CHAPTER 3: History to 1800

3.5 The Baroque, Rococo and Classical Periods 1600-1800

3.5.1 The west

1.3. The Middle Class in the 17th & 18th centuries: England and the Colonies- 4 of 7

passing references
Glasgow tuning-diagrams
Pepys' Diary
Mr. Pearson at Sadler's Wells
Grassineau's Musical Dictionary London 1740
dulcimers played & sold 1760s-1770s
instrument in York museum
four different spellings

[183a]

Some 20 years later, in c.1683, a time when the activities at Sadler's Wells were being diversified to attract custom:

"Mr. Sadler sold the water from the well on the strength of its medicinal properties; he provided entertainment - music room, dancers, tumblers, ropewalkers, etc., and musicians, and each evening Mr. Pearson played the dulcimer from five till eight" (154).

Mr. Pearson is the first English dulcimer-player to have been mentioned by name ('Ackli' was mentioned in Zurich as early as 1447), and he seems to have had considerable stamina, playing presumably solo - for three hours every night, though no doubt periodically refreshed from the well ...

click!


fig.106: from Harley ms 2027, f.272:
English 17thC
(by courtesy, British Library Board)

The little sketch in B.L. Harley MS 2027, f.272, fig. 106, is interesting, particularly because of the old type of construction shown, using simply a plank on two battens. As an instrument it is an example of type 0.1., apparently played in the 15th century (five convincing illustrations) and remembered in the 16th (two illustrations, much less convincing); but its place in the 17th century seems to be solely that of a curio. It appears tucked away in a corner of a page of descriptions of instruments, including "a paire of organs ... Harpsicalls,... treble viole ... Gitterne... Lute .... Bandore"; however it has no such description itself, a treatment shared by the hurdy-gurdy, labelled "a simball sans string(s) ".Anthony Baines points out (l37) that James Talbot's MS is important as the only detailed discussion of instruments from the Middle or High Baroque in England: it lists both dulcimer and psaltery side by side, which unusual enough, since most sources suggest that in all languages that the two names were used for the same instrument: but it is not very helpful here as there are no descriptions of these instruments (138). It is interesting to note in passing that Talbot's name for the hurdy-gurdy is the same as that used in the Harley MS, 'cymbal', a point not mentioned by Marcuse (1964).

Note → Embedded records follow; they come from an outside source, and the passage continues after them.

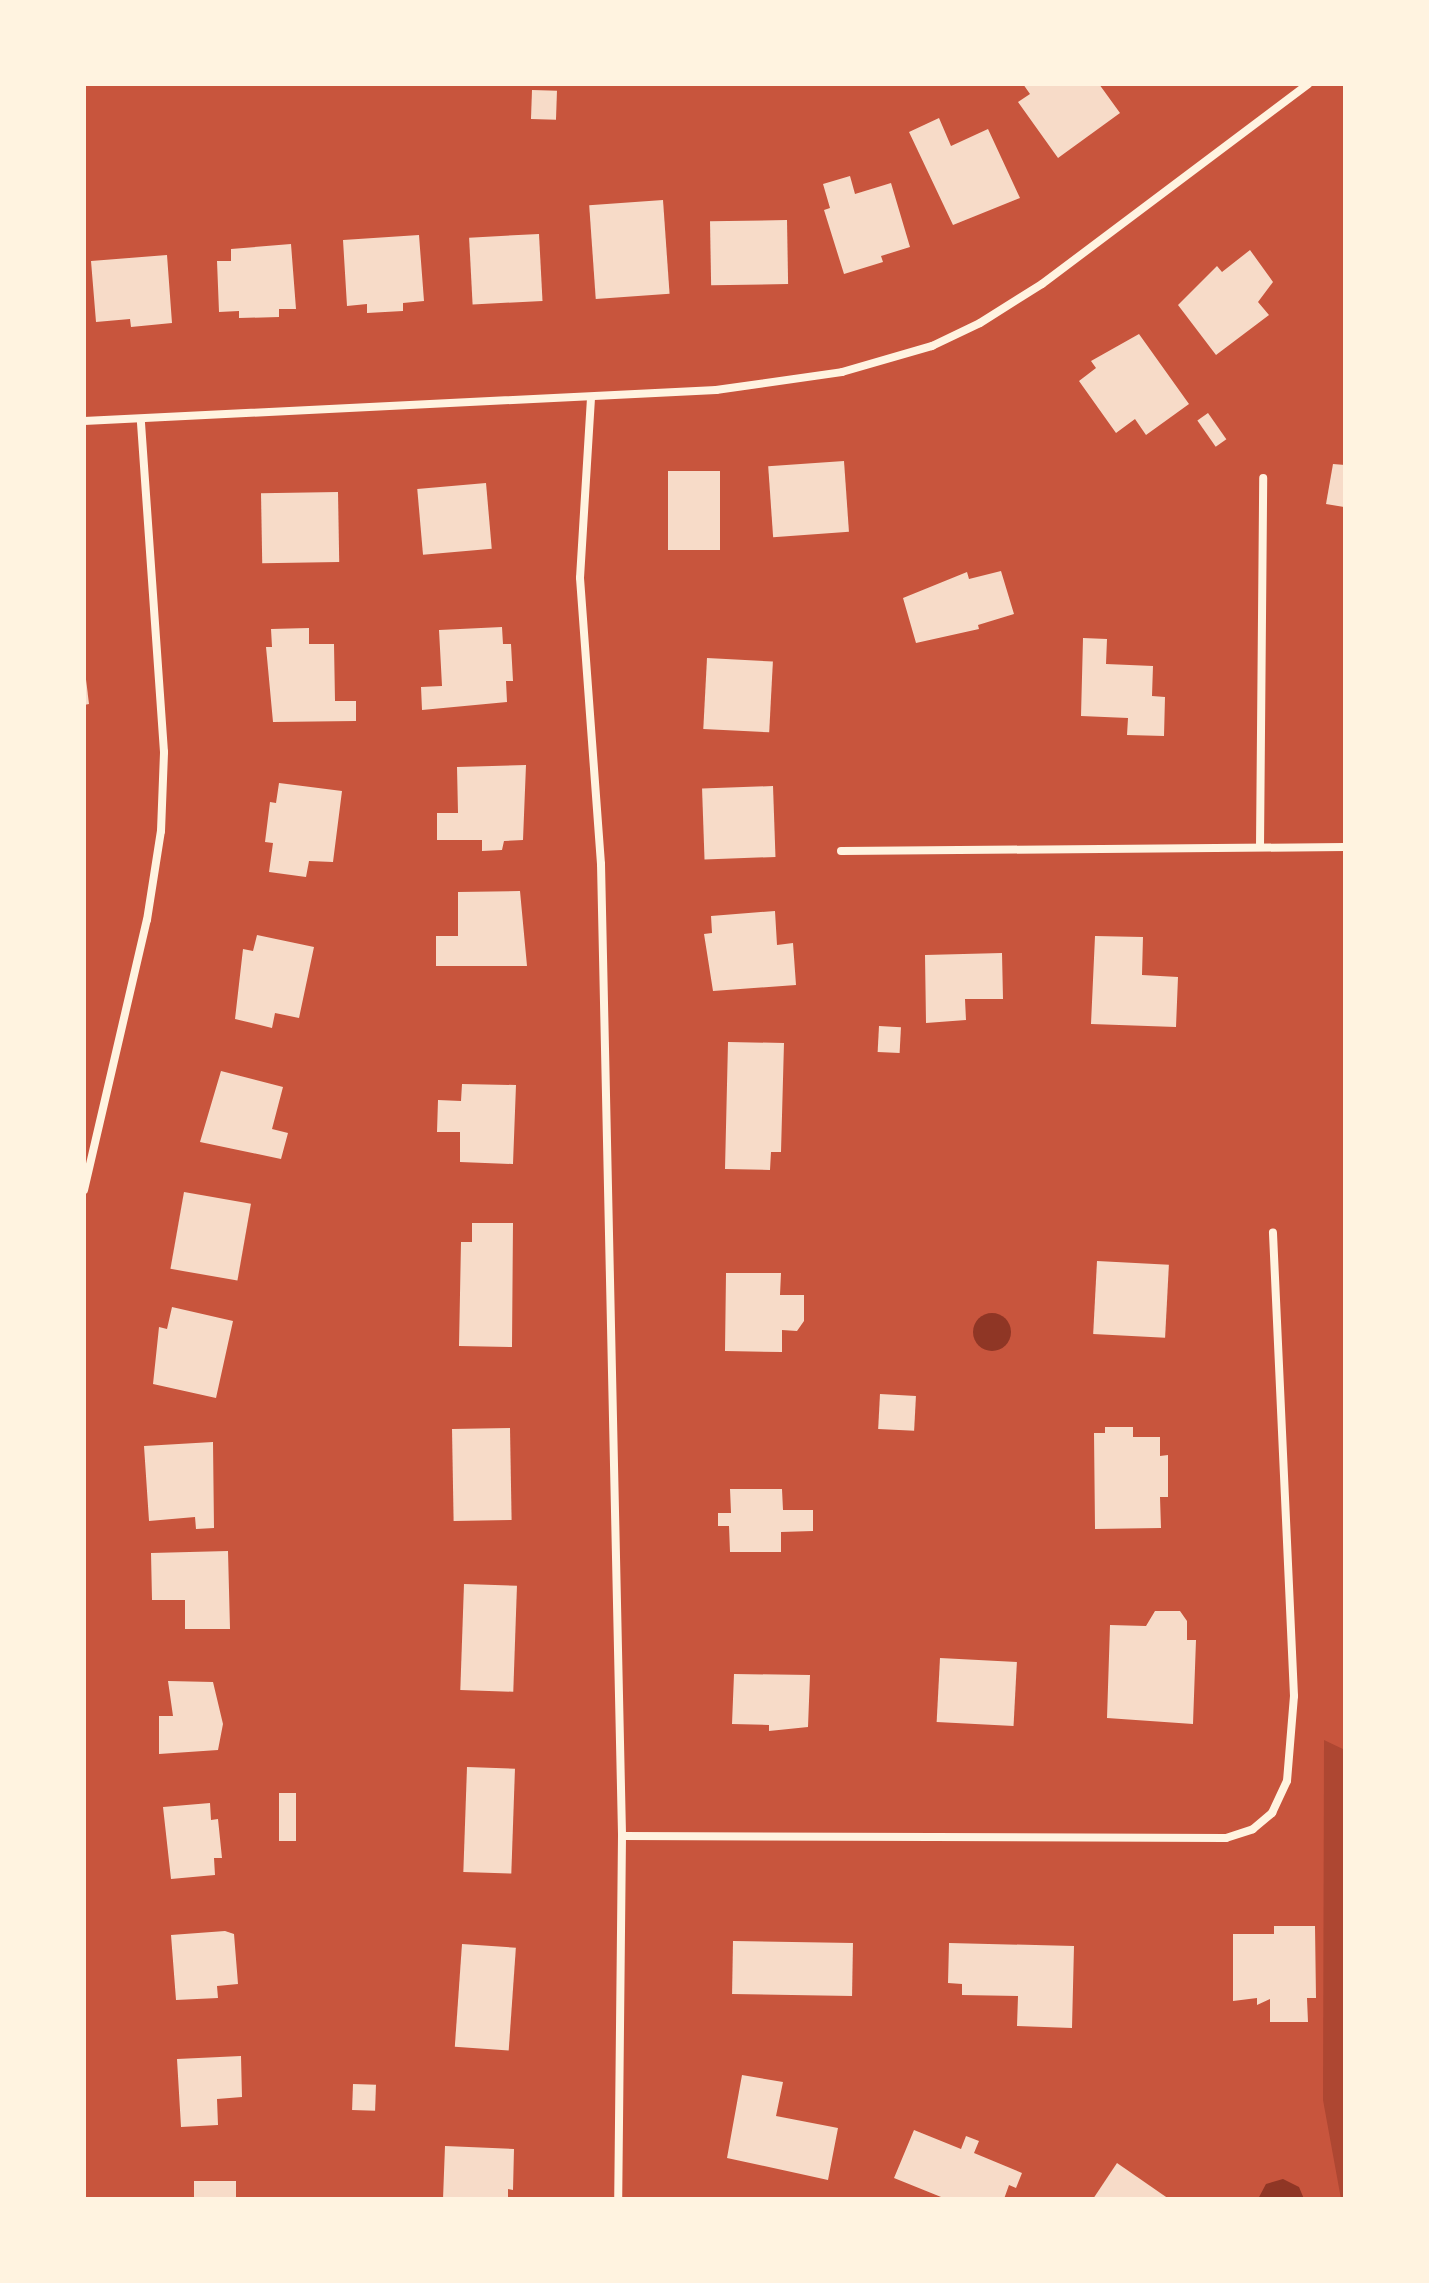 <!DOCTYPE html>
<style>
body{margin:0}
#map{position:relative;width:1429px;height:2283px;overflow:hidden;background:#c8553d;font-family:Barlow,sans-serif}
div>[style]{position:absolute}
.green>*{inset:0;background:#ae4732}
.water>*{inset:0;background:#8f3625}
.round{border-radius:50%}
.building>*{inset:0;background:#f7dbc8;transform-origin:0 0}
.minor>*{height:8px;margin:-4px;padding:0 4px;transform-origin:4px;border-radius:4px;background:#fff3e0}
span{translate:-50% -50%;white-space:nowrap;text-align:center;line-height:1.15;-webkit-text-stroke:6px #fff3e0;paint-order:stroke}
.frame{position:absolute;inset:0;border:86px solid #fff3e0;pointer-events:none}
</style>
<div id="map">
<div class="green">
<i style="clip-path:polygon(1324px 1740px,1345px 1750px,1345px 2199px,1341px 2199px,1323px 2100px)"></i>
</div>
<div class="water">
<i class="round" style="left:973px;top:1313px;width:38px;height:38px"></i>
<i style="clip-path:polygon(1283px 2179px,1299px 2187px,1304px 2199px,1258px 2199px,1266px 2184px)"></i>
</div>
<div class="building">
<i style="clip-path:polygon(1023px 84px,1099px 84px,1120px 113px,1058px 158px,1018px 102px,1030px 94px)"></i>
<i style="left:532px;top:90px;width:25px;height:29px;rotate:2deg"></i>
<i style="clip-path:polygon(939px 118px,951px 146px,988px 129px,1020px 198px,953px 225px,909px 132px)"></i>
<i style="clip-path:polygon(850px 176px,855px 194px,891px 183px,910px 247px,881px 256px,883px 262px,844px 274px,824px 210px,830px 208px,823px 184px)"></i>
<i style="left:663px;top:200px;width:94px;height:74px;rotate:86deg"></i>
<i style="left:787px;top:220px;width:64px;height:77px;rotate:89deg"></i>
<i style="left:539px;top:234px;width:67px;height:70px;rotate:87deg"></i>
<i style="clip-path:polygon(419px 235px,424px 301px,403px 303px,403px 311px,367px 313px,367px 304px,347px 306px,343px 240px)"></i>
<i style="clip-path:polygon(291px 244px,296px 309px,279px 309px,279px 317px,239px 318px,239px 311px,219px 312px,217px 261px,231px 261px,231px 249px)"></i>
<i style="clip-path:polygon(1250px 250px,1273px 282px,1258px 302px,1269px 315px,1216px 355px,1178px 305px,1217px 266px,1222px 272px)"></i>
<i style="clip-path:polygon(167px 255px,172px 323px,131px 327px,130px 319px,96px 322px,91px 261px)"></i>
<i style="clip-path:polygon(1139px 334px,1189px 404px,1146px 435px,1135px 419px,1116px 433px,1079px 381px,1096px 368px,1091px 361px)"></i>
<i style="left:1208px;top:413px;width:32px;height:13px;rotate:55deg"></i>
<i style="left:844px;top:461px;width:71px;height:76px;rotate:86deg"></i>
<i style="clip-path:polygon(1333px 464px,1345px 465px,1344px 507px,1326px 504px)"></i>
<i style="left:668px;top:471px;width:52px;height:79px"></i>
<i style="left:486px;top:483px;width:66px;height:69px;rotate:85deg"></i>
<i style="left:338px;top:492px;width:70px;height:77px;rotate:89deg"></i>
<i style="clip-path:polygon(1001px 571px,1014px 614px,978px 625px,979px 629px,916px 643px,903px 598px,967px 572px,969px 579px)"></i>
<i style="clip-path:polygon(502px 627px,503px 644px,511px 644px,513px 681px,506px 681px,507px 702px,422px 710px,421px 687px,442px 686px,439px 630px)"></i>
<i style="clip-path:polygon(309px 628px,309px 644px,334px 644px,335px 701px,356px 701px,356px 721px,273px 722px,266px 647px,272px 647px,271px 629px)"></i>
<i style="clip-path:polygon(1083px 638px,1107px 639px,1106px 664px,1153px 666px,1152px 696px,1165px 697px,1164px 736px,1127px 735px,1128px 718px,1081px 716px)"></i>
<i style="left:707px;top:658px;width:66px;height:71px;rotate:3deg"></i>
<i style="clip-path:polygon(84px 663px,89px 704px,84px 705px)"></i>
<i style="clip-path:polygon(526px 765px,523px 840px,504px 841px,502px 850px,482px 851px,482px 840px,437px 840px,437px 813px,458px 813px,457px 767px)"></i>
<i style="clip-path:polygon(279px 783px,342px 791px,333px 862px,309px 861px,306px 877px,269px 872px,273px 843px,265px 842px,270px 802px,276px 803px)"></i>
<i style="left:773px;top:786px;width:71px;height:71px;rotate:88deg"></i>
<i style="clip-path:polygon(520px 891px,527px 966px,436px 966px,436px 936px,458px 936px,458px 892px)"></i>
<i style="clip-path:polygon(775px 911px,777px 945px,793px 943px,796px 985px,713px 991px,704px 934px,712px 933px,711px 916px)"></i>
<i style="clip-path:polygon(257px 935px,314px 947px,299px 1018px,275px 1013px,272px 1028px,235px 1019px,243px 949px,253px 951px)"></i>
<i style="clip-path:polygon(1095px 936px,1143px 937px,1142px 975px,1178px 977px,1176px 1027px,1091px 1024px)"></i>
<i style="clip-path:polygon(1002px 953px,1003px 999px,965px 999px,966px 1020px,926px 1023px,925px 955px)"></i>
<i style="left:879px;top:1026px;width:22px;height:26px;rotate:3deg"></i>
<i style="clip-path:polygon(728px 1042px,784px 1043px,781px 1152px,771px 1152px,770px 1170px,725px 1169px)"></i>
<i style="clip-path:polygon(221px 1071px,283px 1087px,272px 1129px,288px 1133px,281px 1159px,200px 1142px)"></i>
<i style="clip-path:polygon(462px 1084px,516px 1085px,513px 1164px,460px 1162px,460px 1132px,437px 1132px,438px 1100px,461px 1101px)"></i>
<i style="left:184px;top:1192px;width:68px;height:78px;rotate:10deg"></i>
<i style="clip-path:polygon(472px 1223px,513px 1223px,512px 1347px,459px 1346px,461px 1242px,472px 1242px)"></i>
<i style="left:1097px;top:1261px;width:72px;height:73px;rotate:3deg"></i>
<i style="clip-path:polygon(726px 1273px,781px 1273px,780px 1295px,804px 1295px,804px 1321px,797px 1331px,782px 1330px,782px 1352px,725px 1351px)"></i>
<i style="clip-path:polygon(172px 1307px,233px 1321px,216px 1398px,153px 1384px,159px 1327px,167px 1329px)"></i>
<i style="left:880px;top:1394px;width:36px;height:35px;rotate:3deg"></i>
<i style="clip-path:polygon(1105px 1427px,1133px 1427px,1133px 1437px,1160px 1437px,1160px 1456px,1168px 1455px,1168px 1497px,1160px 1497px,1161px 1528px,1095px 1529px,1094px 1433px,1105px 1433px)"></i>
<i style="left:510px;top:1428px;width:92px;height:58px;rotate:89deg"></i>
<i style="clip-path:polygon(213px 1442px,214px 1528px,196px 1529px,195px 1517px,149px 1521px,144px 1446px)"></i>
<i style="clip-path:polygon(730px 1489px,782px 1489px,783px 1510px,813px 1510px,813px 1531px,781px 1532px,781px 1552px,730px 1552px,729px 1526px,718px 1526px,718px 1513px,731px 1513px)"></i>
<i style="clip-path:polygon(228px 1551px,230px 1629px,185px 1629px,185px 1600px,152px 1600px,151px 1553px)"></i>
<i style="left:464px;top:1584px;width:53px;height:106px;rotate:2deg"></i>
<i style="clip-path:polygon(1155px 1611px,1180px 1611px,1187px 1621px,1187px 1640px,1196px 1640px,1193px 1724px,1107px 1718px,1110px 1625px,1146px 1626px)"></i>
<i style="left:940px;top:1658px;width:77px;height:64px;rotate:3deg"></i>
<i style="clip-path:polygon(734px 1674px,810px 1675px,808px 1727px,769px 1731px,769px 1725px,732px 1724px)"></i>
<i style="clip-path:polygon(168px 1681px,213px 1682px,223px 1724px,218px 1750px,159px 1754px,159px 1716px,173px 1716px)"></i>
<i style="left:467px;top:1767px;width:48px;height:105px;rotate:2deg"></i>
<i style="left:279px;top:1793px;width:17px;height:48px"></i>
<i style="clip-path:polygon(210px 1803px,211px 1820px,218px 1819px,222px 1858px,214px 1858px,215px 1875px,171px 1879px,163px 1807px)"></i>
<i style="clip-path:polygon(1274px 1926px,1315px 1926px,1316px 1998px,1307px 1998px,1308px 2022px,1270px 2022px,1270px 1999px,1257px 2005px,1257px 1998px,1233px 2001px,1233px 1934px,1274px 1934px)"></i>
<i style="clip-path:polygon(225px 1931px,234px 1934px,238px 1984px,217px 1986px,218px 1998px,176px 2000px,171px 1935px)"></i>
<i style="left:733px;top:1941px;width:120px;height:53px;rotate:1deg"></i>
<i style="clip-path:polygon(949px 1943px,1074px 1946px,1072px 2028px,1017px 2026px,1018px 1996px,962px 1995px,962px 1984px,948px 1983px)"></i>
<i style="left:462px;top:1944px;width:54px;height:103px;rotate:4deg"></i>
<i style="clip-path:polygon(241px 2056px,242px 2097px,217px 2099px,218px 2125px,181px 2127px,177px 2059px)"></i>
<i style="clip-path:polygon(742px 2075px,783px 2082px,776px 2116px,838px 2128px,828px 2180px,727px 2158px)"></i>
<i style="left:353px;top:2084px;width:23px;height:26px;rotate:2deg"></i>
<i style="clip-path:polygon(914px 2130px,961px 2149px,966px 2136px,979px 2141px,974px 2153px,1022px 2173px,1016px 2188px,1009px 2185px,1004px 2199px,946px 2199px,894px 2178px)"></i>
<i style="clip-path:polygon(445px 2146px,514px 2149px,513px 2190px,508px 2189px,508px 2199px,443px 2199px)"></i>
<i style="clip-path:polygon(1117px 2163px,1169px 2199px,1093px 2199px)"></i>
<i style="left:236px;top:2181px;width:18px;height:42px;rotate:90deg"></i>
</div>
<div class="minor">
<i style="left:591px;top:398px;width:180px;rotate:93.5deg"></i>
<i style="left:580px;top:578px;width:287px;rotate:85.8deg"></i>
<i style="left:601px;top:864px;width:972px;rotate:88.76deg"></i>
<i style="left:622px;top:1836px;width:363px;rotate:90.6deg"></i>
<i style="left:84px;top:421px;width:633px;rotate:-2.81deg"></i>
<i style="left:716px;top:390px;width:127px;rotate:-8.1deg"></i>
<i style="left:842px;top:372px;width:94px;rotate:-16.1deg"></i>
<i style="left:932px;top:346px;width:53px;rotate:-25.6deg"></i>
<i style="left:980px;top:323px;width:73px;rotate:-32.2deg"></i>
<i style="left:1042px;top:284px;width:333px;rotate:-36.9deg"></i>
<i style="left:1260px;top:846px;width:368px;rotate:-89.5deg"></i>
<i style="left:841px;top:851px;width:504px;rotate:-0.45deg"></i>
<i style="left:84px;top:1190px;width:277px;rotate:-76.9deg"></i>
<i style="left:147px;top:920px;width:90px;rotate:-81.1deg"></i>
<i style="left:161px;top:831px;width:79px;rotate:-87.8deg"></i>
<i style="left:164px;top:752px;width:333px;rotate:-94deg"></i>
<i style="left:622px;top:1836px;width:604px;rotate:0.19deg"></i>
<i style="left:1226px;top:1838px;width:28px;rotate:-18deg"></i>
<i style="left:1253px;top:1829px;width:25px;rotate:-40deg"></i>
<i style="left:1272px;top:1813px;width:35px;rotate:-65deg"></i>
<i style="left:1287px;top:1781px;width:85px;rotate:-85.3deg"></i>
<i style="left:1294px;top:1696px;width:464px;rotate:-92.6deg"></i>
</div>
<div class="frame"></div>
</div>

A second reference to a dulcimer in the Colonies comes from 1717, from the diary of Judge Samuel Sewall (1652-1730), a New England meeting-house precentor:

"23 May: To Salem, Meadford, Lodge at Cousin Porter's. See and hear the Dulcimer" (139).

Devotees of the Mountain dulcimer claim this as evidence for that instrument, but without further context it cannot be positively linked with one any more than the other; however, it is worth pointing out that the trapezoid instrument was apparently the only dulcimer known at that time to English folk, such as settled in New England, while the original homes of the fretted dulcimer are far away in the Appalchians and in Ohio.

Nancy Groce also considers the reference to one Thomas Richardson, who in the mid-1750s appeared as "dulcimerist" at the light-hearted Annapolis Tuesday Club of Baltimore, Maryland (167), to relate to the hammered instrument.